We drove out into the country in Donna, Texas and found this stand of beautiful trees, dappled with late afternoon light. If my recollection is correct, I shot this with a Pentax K1000 35mm that my father bought me from Sears (yes, Sears). I had confiscated his Yashica 35mm in my senior year of high school to photograph a football game for the yearbook staff. I had never used a 35mm and I begged him to let me borrow it since no one else could cover the game that weekend. He made me promise not to break it, loan it out or leave it unattended. After the b&w contact sheets came back, the images were amazing. Every image perfectly cropped, actions stopped—sheer beginner’s luck, of course. I immediately fancied myself becoming a Sports Illustrated photographer (and I am so not a sports fan)! Accolades came flying in. I was smitten with photography from that point on. And no, he never got his camera back!

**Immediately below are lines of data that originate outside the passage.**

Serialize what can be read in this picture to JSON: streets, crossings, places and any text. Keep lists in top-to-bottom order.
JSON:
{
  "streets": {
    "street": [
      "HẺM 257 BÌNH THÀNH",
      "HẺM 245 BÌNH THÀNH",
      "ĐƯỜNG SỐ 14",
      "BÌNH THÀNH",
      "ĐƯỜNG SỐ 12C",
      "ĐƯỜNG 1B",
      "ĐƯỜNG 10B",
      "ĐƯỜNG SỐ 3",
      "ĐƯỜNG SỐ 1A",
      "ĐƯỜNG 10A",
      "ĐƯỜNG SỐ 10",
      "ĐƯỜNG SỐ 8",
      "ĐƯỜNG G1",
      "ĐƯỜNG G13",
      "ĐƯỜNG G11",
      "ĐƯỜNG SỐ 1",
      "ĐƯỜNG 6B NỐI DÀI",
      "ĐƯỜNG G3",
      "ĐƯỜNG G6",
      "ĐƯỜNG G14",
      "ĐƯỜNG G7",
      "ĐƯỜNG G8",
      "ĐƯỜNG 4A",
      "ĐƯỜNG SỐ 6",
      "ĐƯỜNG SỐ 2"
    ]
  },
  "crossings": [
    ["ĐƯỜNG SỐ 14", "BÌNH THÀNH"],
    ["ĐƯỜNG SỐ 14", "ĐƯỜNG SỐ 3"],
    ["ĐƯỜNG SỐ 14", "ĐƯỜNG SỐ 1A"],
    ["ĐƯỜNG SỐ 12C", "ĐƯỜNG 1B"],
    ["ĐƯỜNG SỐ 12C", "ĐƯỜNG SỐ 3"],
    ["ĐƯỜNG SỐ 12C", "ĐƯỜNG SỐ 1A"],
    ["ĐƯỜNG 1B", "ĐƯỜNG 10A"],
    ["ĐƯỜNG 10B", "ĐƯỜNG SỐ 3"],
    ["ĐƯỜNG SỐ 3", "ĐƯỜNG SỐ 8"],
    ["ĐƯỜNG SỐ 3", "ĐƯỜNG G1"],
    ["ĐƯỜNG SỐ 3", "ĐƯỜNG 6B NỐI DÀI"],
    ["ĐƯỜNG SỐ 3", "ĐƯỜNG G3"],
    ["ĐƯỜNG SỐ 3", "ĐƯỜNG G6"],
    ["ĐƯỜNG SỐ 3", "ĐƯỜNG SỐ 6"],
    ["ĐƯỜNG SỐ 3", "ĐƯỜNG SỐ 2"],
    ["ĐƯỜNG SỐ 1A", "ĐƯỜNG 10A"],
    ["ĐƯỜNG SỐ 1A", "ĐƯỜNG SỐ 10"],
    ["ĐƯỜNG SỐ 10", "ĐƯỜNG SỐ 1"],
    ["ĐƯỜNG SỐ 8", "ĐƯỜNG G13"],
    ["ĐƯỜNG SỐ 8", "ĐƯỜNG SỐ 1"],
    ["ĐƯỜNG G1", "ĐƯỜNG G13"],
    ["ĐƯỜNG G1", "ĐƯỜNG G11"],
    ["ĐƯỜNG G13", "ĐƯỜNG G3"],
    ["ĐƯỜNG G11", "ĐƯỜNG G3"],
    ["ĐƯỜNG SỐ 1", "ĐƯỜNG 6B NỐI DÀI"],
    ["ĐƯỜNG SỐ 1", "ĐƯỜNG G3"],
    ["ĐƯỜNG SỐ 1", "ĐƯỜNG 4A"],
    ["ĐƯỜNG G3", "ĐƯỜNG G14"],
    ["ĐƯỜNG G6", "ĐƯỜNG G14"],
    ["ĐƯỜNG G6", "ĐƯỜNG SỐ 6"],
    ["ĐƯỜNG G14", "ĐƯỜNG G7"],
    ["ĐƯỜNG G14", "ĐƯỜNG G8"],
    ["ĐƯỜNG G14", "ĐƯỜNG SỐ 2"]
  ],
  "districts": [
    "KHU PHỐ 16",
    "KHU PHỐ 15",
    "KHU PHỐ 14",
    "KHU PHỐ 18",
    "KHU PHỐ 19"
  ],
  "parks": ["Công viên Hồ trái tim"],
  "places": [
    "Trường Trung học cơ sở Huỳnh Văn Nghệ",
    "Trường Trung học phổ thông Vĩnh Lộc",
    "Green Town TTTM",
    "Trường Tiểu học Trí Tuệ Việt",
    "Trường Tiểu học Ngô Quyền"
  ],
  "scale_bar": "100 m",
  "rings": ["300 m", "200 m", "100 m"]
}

The next week I covered a game and my photos were horrible, but I was already floating on the cloud of success from my first go at it, so I persevered. So much so, that he bought me the Pentax K1000 35mm and a few lenses from Sears. Later, when I started my little photography business out of our den, he invested in a Mamiya 645J medium format camera, a few lenses and some accessories. I shot weddings, portraits and events with that camera. When I moved to the Northern Virginia area in 1985, I sold the Mamiya (and got a really good price for it!) and bought my first 35mm—a Nikon N2000, as I recall. This began my foray to becoming the Nikon snob I am today.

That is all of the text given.